In [1]:
import pandas as pd
import numpy as np
import os
import zipfile
import csv
import requests
import json
from itertools import islice
from lightfm.data import Dataset
from lightfm import LightFM
data_url = "https://raw.githubusercontent.com/zygmuntz/goodbooks-10k/master/"
from lightfm.evaluation import auc_score

In [3]:
def _download(url: str, dest_path: str):

    req = requests.get(url, stream=True)
    req.raise_for_status()

    with open(dest_path, "wb") as fd:
        for chunk in req.iter_content(chunk_size=2 ** 20):
            fd.write(chunk)


def get_data(string):

    dat_string =  string + ".csv"
    ratings_url = data_url + dat_string
    dest_path = "data/" + string + ".csv"

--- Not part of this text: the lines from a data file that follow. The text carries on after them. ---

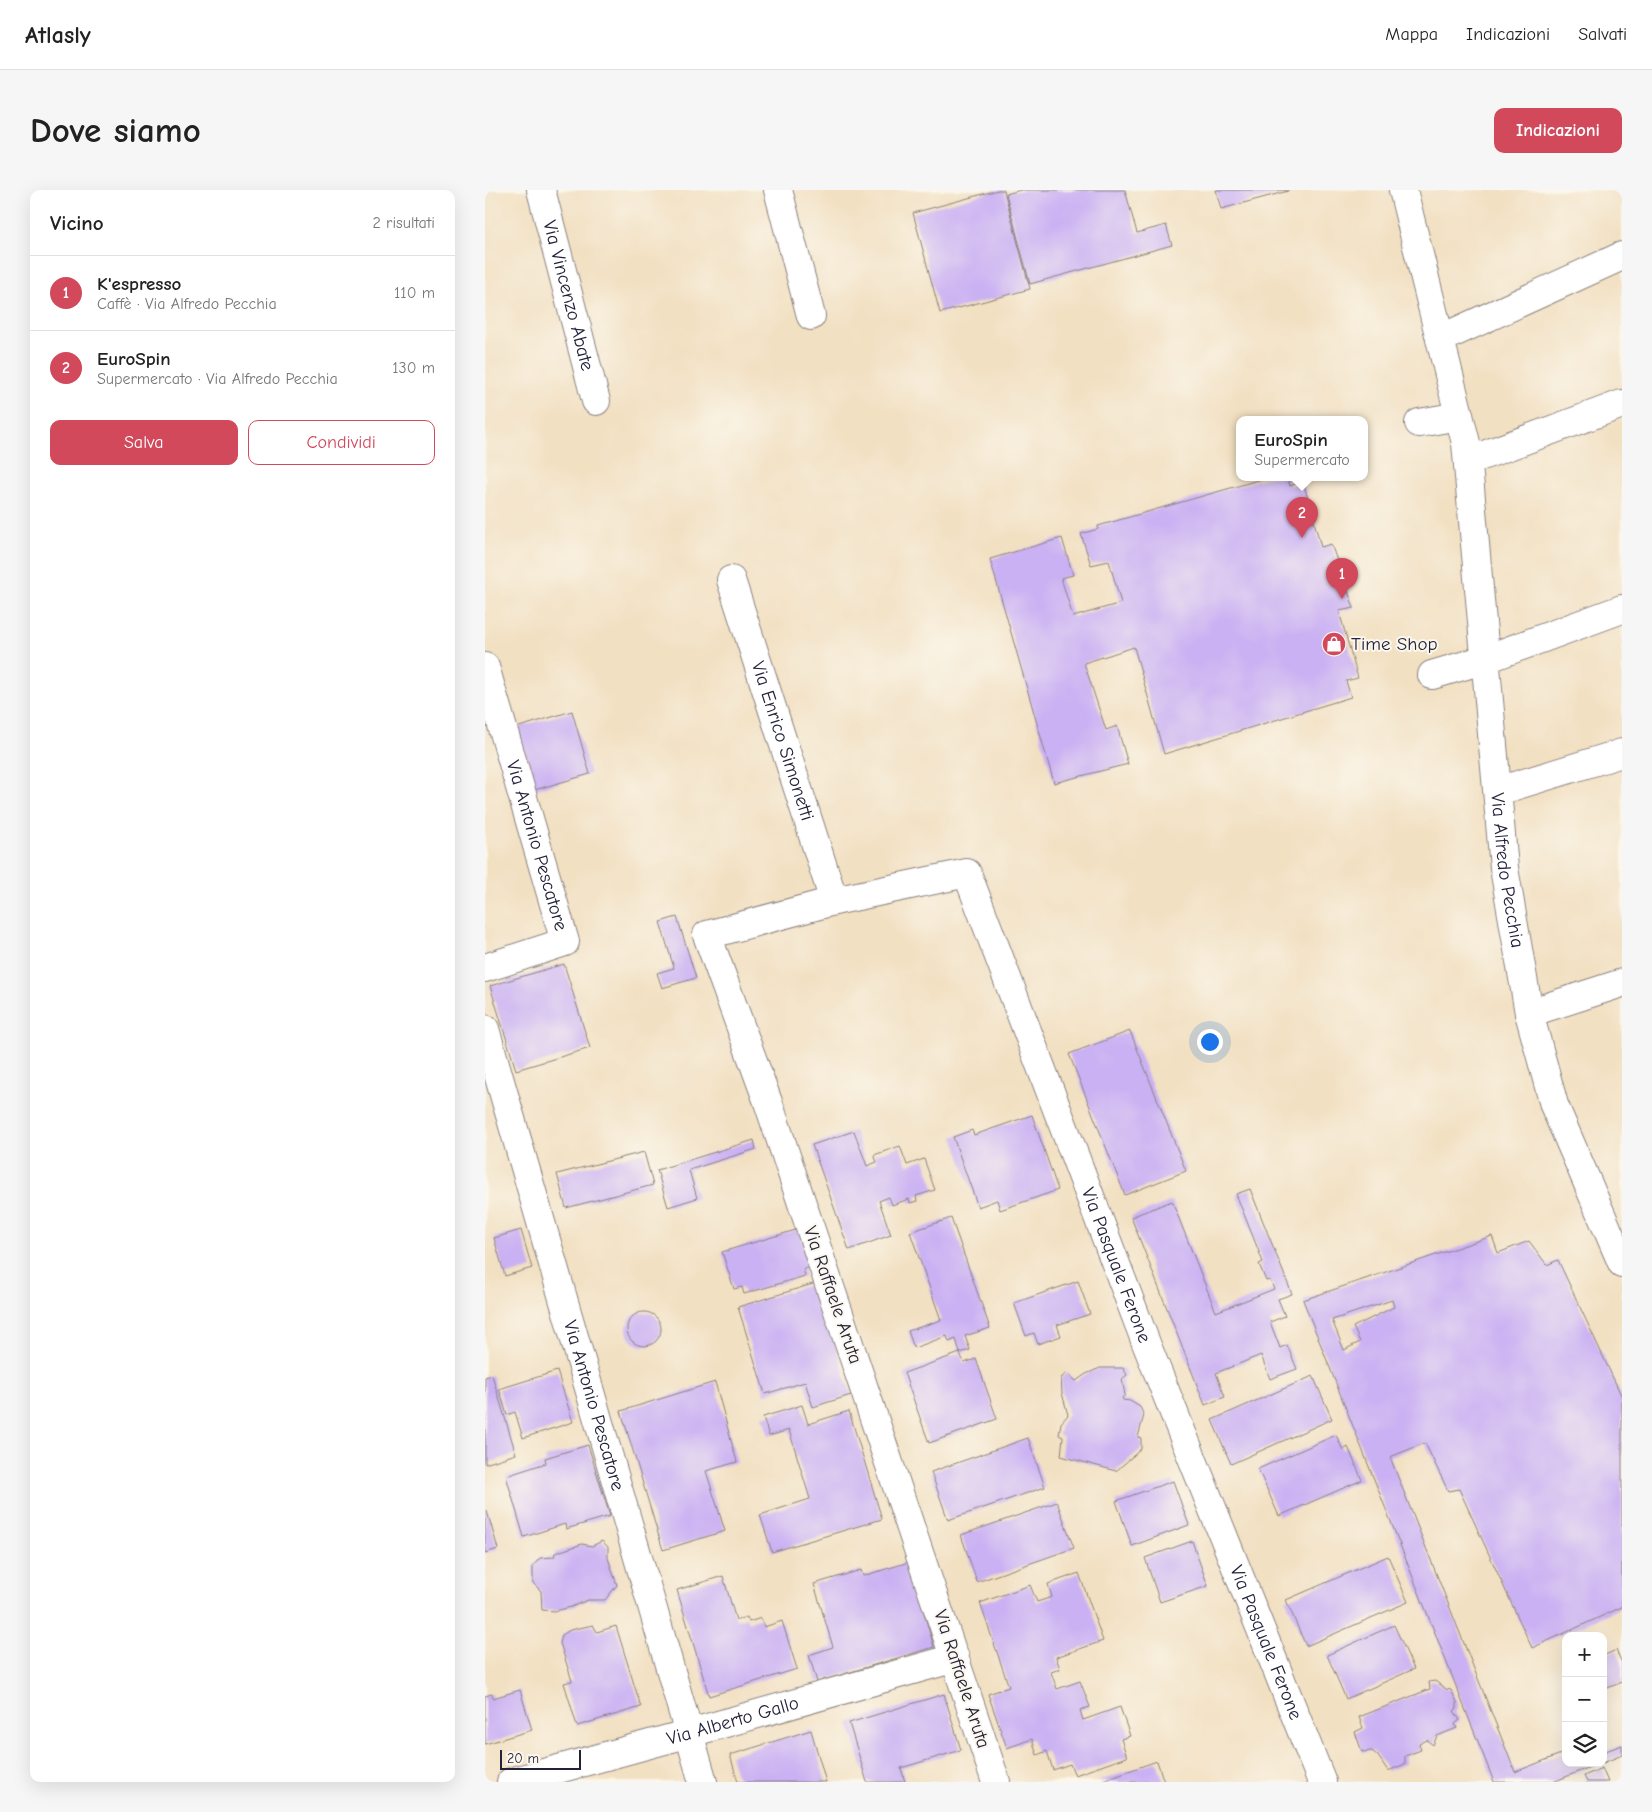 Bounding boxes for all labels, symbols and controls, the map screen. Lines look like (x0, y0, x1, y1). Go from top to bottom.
text: Atlasly (25, 21, 91, 49)
text: Mappa (1385, 24, 1438, 45)
text: Indicazioni (1466, 24, 1550, 45)
text: Salvati (1578, 24, 1627, 45)
button: Indicazioni (1494, 108, 1622, 153)
text: Dove siamo (30, 110, 201, 151)
text: Vicino (50, 211, 104, 235)
text: 2 risultati (372, 214, 435, 232)
street label: Via Vincenzo Abate (538, 218, 599, 373)
text: K'espresso (97, 273, 181, 295)
text: 1 (63, 284, 69, 302)
text: 110 m (394, 284, 435, 302)
text: Caffè · Via Alfredo Pecchia (97, 295, 277, 313)
text: EuroSpin (97, 348, 171, 370)
text: 2 (62, 359, 70, 377)
text: 130 m (392, 359, 435, 377)
text: Supermercato · Via Alfredo Pecchia (97, 370, 338, 388)
popup (1236, 416, 1368, 481)
button: Salva (50, 420, 238, 465)
button: Condividi (248, 420, 435, 465)
text: EuroSpin (1254, 429, 1328, 451)
text: Supermercato (1254, 451, 1350, 469)
pin: 2 (1286, 497, 1318, 538)
pin: 1 (1326, 558, 1358, 599)
shop icon: Time Shop (1321, 631, 1347, 657)
place label: Time Shop (1351, 633, 1438, 655)
street label: Via Enrico Simonetti (747, 659, 818, 823)
street label: Via Antonio Pescatore (502, 758, 572, 933)
street label: Via Alfredo Pecchia (1486, 792, 1529, 950)
your location (1197, 1029, 1223, 1055)
street label: Via Pasquale Ferone (1077, 1184, 1156, 1346)
street label: Via Raffaele Aruta (799, 1223, 867, 1367)
street label: Via Antonio Pescatore (559, 1318, 629, 1493)
street label: Via Pasquale Ferone (1225, 1562, 1307, 1723)
street label: Via Raffaele Aruta (929, 1607, 995, 1751)
map controls (1562, 1632, 1607, 1767)
button: + (1562, 1632, 1607, 1677)
button: − (1562, 1677, 1607, 1722)
street label: Via Alberto Gallo (664, 1692, 801, 1750)
button: layers (1562, 1722, 1607, 1767)
scale bar (500, 1747, 581, 1770)
text: 20 m (507, 1750, 539, 1767)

    if not os.path.exists("data"):
        os.makedirs("data")
        
        _download(ratings_url, dest_path)
    else:
        if not os.path.exists(dest_path):
            _download(ratings_url, dest_path)
    
    with open(dest_path, "r") as dat:
        dat = [x for x in csv.DictReader(dat)] 
        return dat


def get_ratings():

    return get_data("ratings")

def get_book_features():

    return get_data("books")

In [5]:
ratings, book_features = get_ratings(), get_book_features()

In [7]:
for line in islice(ratings, 2):
    print(json.dumps(line, indent=4))

{
    "user_id": "1",
    "book_id": "258",
    "rating": "5"
}
{
    "user_id": "2",
    "book_id": "4081",
    "rating": "4"
}


In [9]:
for line in islice(book_features, 1):
    print(json.dumps(line, indent=4))

{
    "book_id": "1",
    "goodreads_book_id": "2767052",
    "best_book_id": "2767052",
    "work_id": "2792775",
    "books_count": "272",
    "isbn": "439023483",
    "isbn13": "9.78043902348e+12",
    "authors": "Suzanne Collins",
    "original_publication_year": "2008.0",
    "original_title": "The Hunger Games",
    "title": "The Hunger Games (The Hunger Games, #1)",
    "language_code": "eng",
    "average_rating": "4.34",
    "ratings_count": "4780653",
    "work_ratings_count": "4942365",
    "work_text_reviews_count": "155254",
    "ratings_1": "66715",
    "ratings_2": "127936",
    "ratings_3": "560092",
    "ratings_4": "1481305",
    "ratings_5": "2706317",
    "image_url": "https://images.gr-assets.com/books/1447303603m/2767052.jpg",
    "small_image_url": "https://images.gr-assets.com/books/1447303603s/2767052.jpg"
}


In [11]:
dataset = Dataset()
dataset.fit((x['user_id'] for x in ratings),
            (x['book_id'] for x in ratings),
            (x['rating'] for x in ratings))

In [13]:
num_users, num_items = dataset.interactions_shape()
print('Num users: {}, num_items {}.'.format(num_users, num_items))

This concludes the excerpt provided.